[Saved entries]
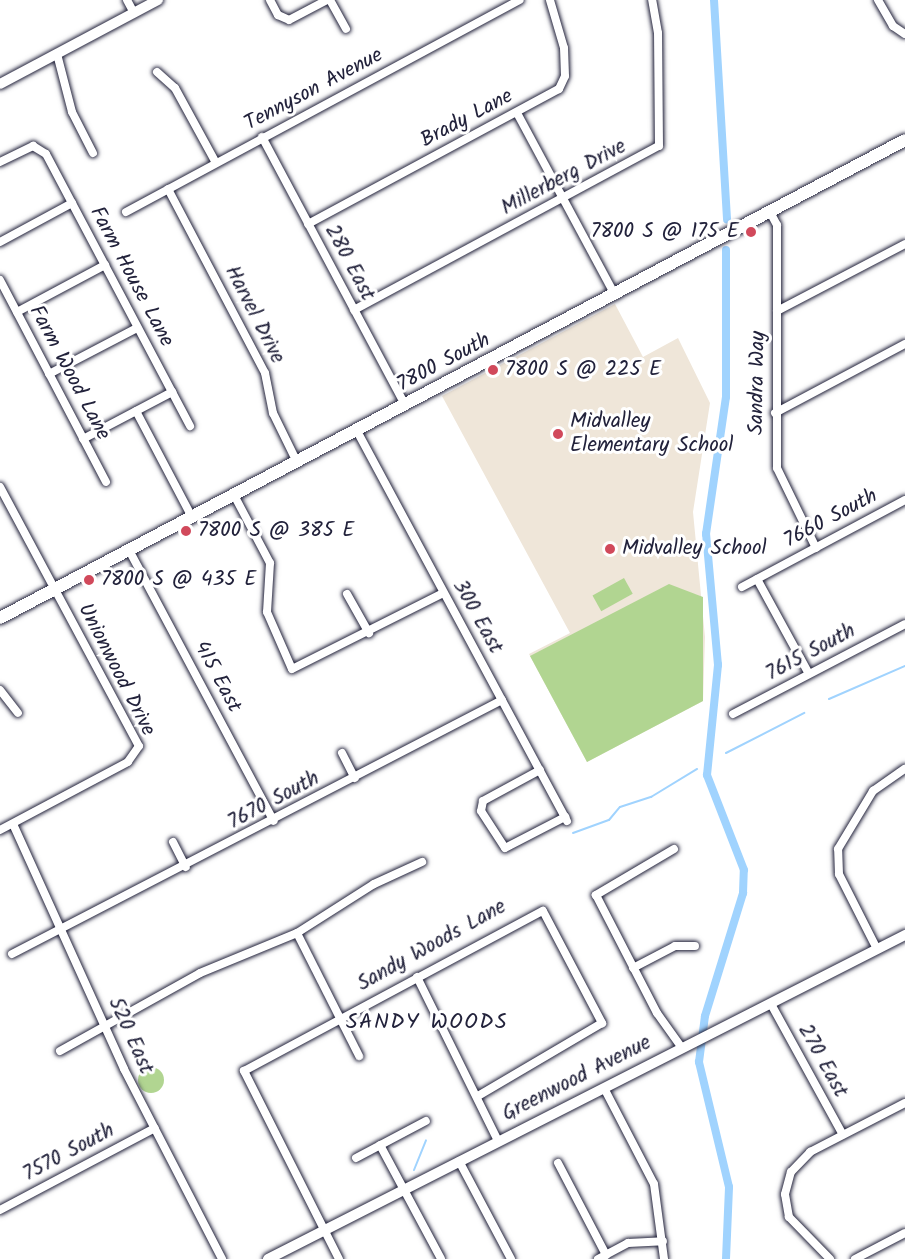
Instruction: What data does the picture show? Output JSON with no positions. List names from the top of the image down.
{
  "streets": {
    "main road": ["7800 South"],
    "street": [
      "Tennyson Avenue",
      "Brady Lane",
      "Millerberg Drive",
      "280 East",
      "Farm House Lane",
      "Harvel Drive",
      "Farm Wood Lane",
      "Sandra Way",
      "7660 South",
      "300 East",
      "7615 South",
      "Unionwood Drive",
      "415 East",
      "7670 South",
      "Sandy Woods Lane",
      "520 East",
      "270 East",
      "Greenwood Avenue",
      "7570 South"
    ]
  },
  "crossings": [
    ["Tennyson Avenue", "280 East"],
    ["Tennyson Avenue", "Harvel Drive"],
    ["Brady Lane", "280 East"],
    ["Millerberg Drive", "280 East"],
    ["280 East", "7800 South"],
    ["Harvel Drive", "7800 South"],
    ["7800 South", "Sandra Way"],
    ["7800 South", "300 East"],
    ["7800 South", "Unionwood Drive"],
    ["7800 South", "415 East"],
    ["Sandra Way", "7660 South"],
    ["300 East", "7670 South"],
    ["Unionwood Drive", "520 East"],
    ["415 East", "7670 South"],
    ["7670 South", "520 East"],
    ["Sandy Woods Lane", "Greenwood Avenue"],
    ["520 East", "7570 South"],
    ["270 East", "Greenwood Avenue"]
  ],
  "districts": ["SANDY WOODS"],
  "places": [
    "7800 S @ 175 E",
    "7800 S @ 225 E",
    "Midvalley Elementary School",
    "7800 S @ 385 E",
    "Midvalley School",
    "7800 S @ 435 E"
  ]
}
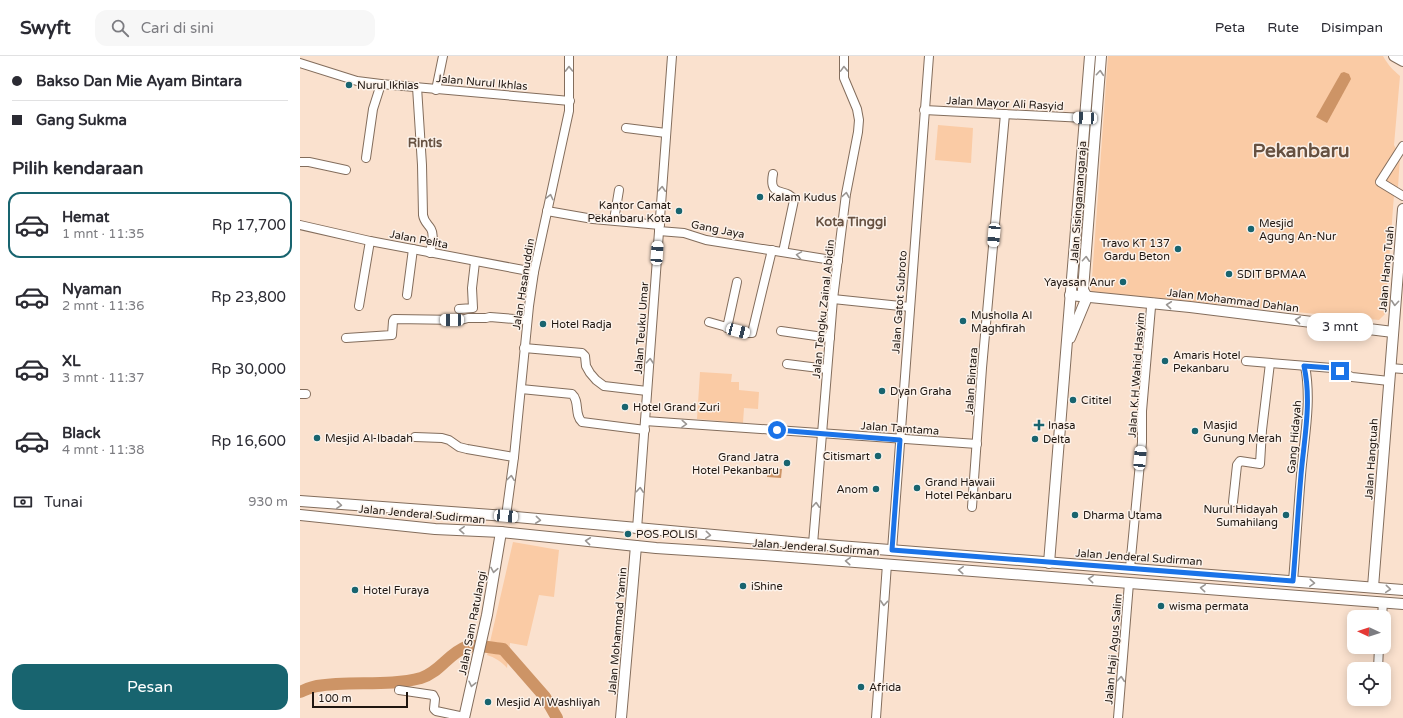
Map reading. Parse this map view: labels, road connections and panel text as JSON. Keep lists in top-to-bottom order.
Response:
{
  "streets": {
    "main road": [
      "Jalan Sisingamangaraja",
      "Jalan Hang Tuah",
      "Jalan Mohammad Dahlan",
      "Jalan Hangtuah",
      "Jalan Jenderal Sudirman",
      "Jalan Sam Ratulangi",
      "Jalan Mohammad Yamin"
    ],
    "street": [
      "Jalan Nurul Ikhlas",
      "Jalan Mayor Ali Rasyid",
      "Gang Jaya",
      "Jalan Pelita",
      "Jalan Hasanuddin",
      "Jalan Gatot Subroto",
      "Jalan Tengku Zainal Abidin",
      "Jalan Teuku Umar",
      "Jalan K.H Wahid Hasyim",
      "Jalan Bintara",
      "Jalan Tamtama",
      "Gang Hidayah",
      "Jalan Haji Agus Salim"
    ]
  },
  "crossings": [
    ["Jalan Nurul Ikhlas", "Jalan Hasanuddin"],
    ["Jalan Mayor Ali Rasyid", "Jalan Sisingamangaraja"],
    ["Jalan Mayor Ali Rasyid", "Jalan Gatot Subroto"],
    ["Jalan Mayor Ali Rasyid", "Jalan Bintara"],
    ["Jalan Sisingamangaraja", "Jalan Mohammad Dahlan"],
    ["Jalan Sisingamangaraja", "Jalan Jenderal Sudirman"],
    ["Gang Jaya", "Jalan Hasanuddin"],
    ["Gang Jaya", "Jalan Tengku Zainal Abidin"],
    ["Gang Jaya", "Jalan Teuku Umar"],
    ["Jalan Pelita", "Jalan Hasanuddin"],
    ["Jalan Hang Tuah", "Jalan Mohammad Dahlan"],
    ["Jalan Hang Tuah", "Jalan Hangtuah"],
    ["Jalan Hasanuddin", "Jalan Tamtama"],
    ["Jalan Hasanuddin", "Jalan Jenderal Sudirman"],
    ["Jalan Mohammad Dahlan", "Jalan K.H Wahid Hasyim"],
    ["Jalan Mohammad Dahlan", "Jalan Hangtuah"],
    ["Jalan Gatot Subroto", "Jalan Tamtama"],
    ["Jalan Gatot Subroto", "Jalan Jenderal Sudirman"],
    ["Jalan Tengku Zainal Abidin", "Jalan Tamtama"],
    ["Jalan Tengku Zainal Abidin", "Jalan Jenderal Sudirman"],
    ["Jalan Teuku Umar", "Jalan Tamtama"],
    ["Jalan Teuku Umar", "Jalan Jenderal Sudirman"],
    ["Jalan Teuku Umar", "Jalan Mohammad Yamin"],
    ["Jalan K.H Wahid Hasyim", "Jalan Jenderal Sudirman"],
    ["Jalan Bintara", "Jalan Tamtama"],
    ["Gang Hidayah", "Jalan Jenderal Sudirman"],
    ["Jalan Hangtuah", "Jalan Jenderal Sudirman"],
    ["Jalan Jenderal Sudirman", "Jalan Sam Ratulangi"],
    ["Jalan Jenderal Sudirman", "Jalan Mohammad Yamin"],
    ["Jalan Jenderal Sudirman", "Jalan Haji Agus Salim"]
  ],
  "one_way": [
    "Jalan Hang Tuah",
    "Jalan Hasanuddin",
    "Jalan Mohammad Dahlan",
    "Jalan Tengku Zainal Abidin",
    "Jalan Teuku Umar",
    "Jalan Tamtama",
    "Jalan Sam Ratulangi",
    "Jalan Haji Agus Salim"
  ],
  "districts": ["Rintis", "Pekanbaru", "Kota Tinggi"],
  "places": {
    "other": [
      "Nurul Ikhlas",
      "Kalam Kudus",
      "Kantor Camat Pekanbaru Kota",
      "Mesjid Agung An-Nur",
      "Travo KT 137 Gardu Beton",
      "SDIT BPMAA",
      "Yayasan Anur",
      "Musholla Al Maghfirah",
      "Hotel Radja",
      "Amaris Hotel Pekanbaru",
      "Dyan Graha",
      "Cititel",
      "Hotel Grand Zuri",
      "Masjid Gunung Merah",
      "Mesjid Al-Ibadah",
      "Delta",
      "Citismart",
      "Grand Jatra Hotel Pekanbaru",
      "Grand Hawaii Hotel Pekanbaru",
      "Anom",
      "Dharma Utama",
      "Nurul Hidayah Sumahilang",
      "POS POLISI",
      "iShine",
      "Hotel Furaya",
      "wisma permata",
      "Afrida",
      "Mesjid Al Washliyah"
    ],
    "health": ["Inasa"]
  },
  "scale_bar": "100 m",
  "north": "left",
  "page": {
    "header": "Swyft",
    "search": "Cari di sini",
    "nav": ["Peta", "Rute", "Disimpan"],
    "banner": ["Bakso Dan Mie Ayam Bintara", "Gang Sukma"],
    "heading": "Pilih kendaraan",
    "list": [
      {
        "name": "Hemat",
        "note": "1 mnt · 11:35",
        "value": "Rp 17,700"
      },
      {
        "name": "Nyaman",
        "note": "2 mnt · 11:36",
        "value": "Rp 23,800"
      },
      {
        "name": "XL",
        "note": "3 mnt · 11:37",
        "value": "Rp 30,000"
      },
      {
        "name": "Black",
        "note": "4 mnt · 11:38",
        "value": "Rp 16,600"
      }
    ],
    "bubble": "3 mnt",
    "pay": ["Tunai", "930 m"],
    "buttons": "Pesan",
    "scale": "100 m"
  }
}
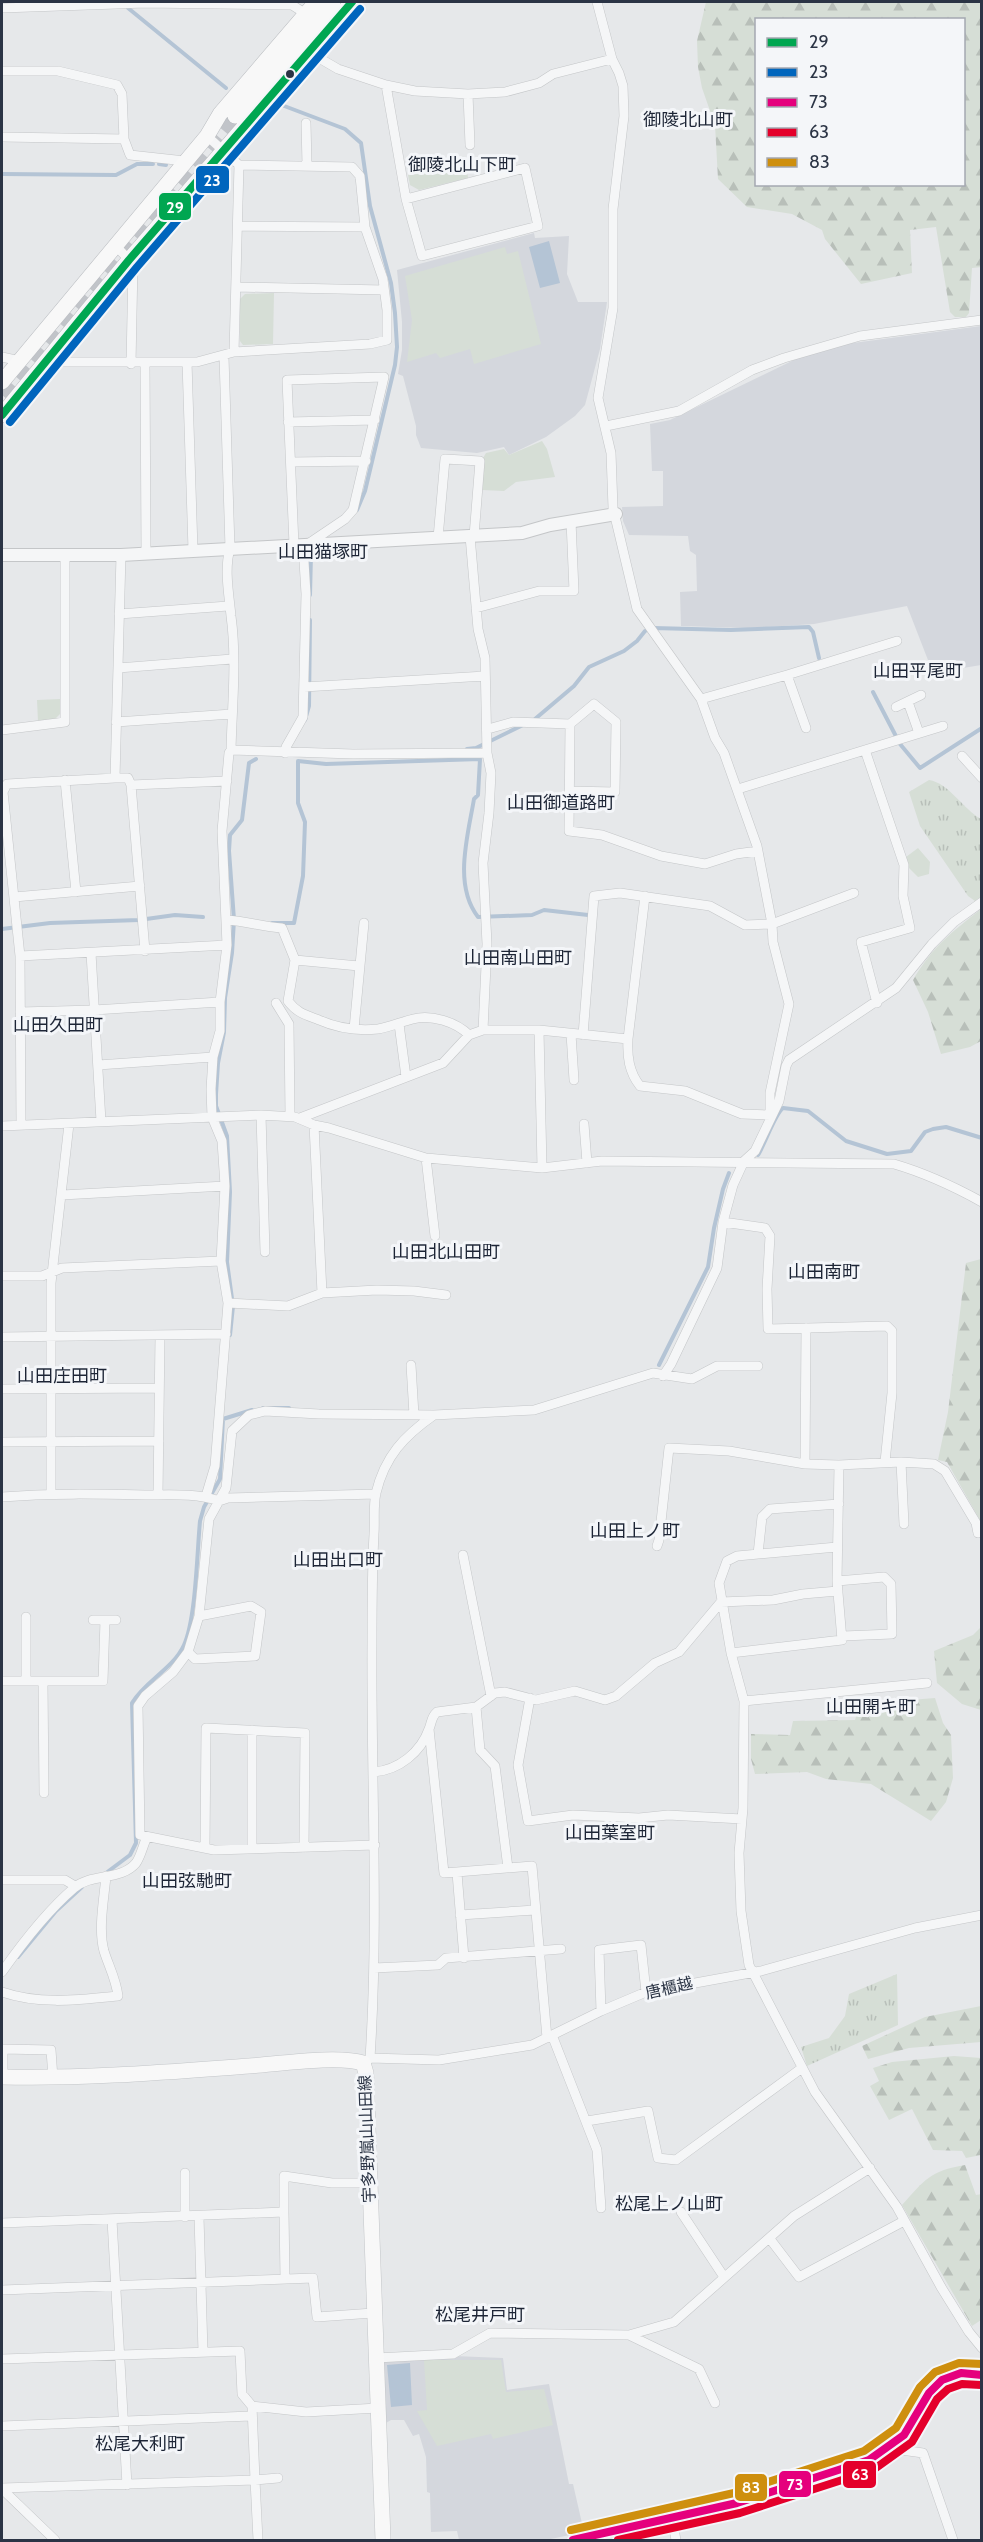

* [ACTIVITY]:
The response consists of the lines above that contain "road".

* [REPLY]:
    "main road": ["7800 South"],
Map reading. Parse this map view: labels, road connections and panel text as JSON. Keep lists in top-to-bottom order.
    "main road": [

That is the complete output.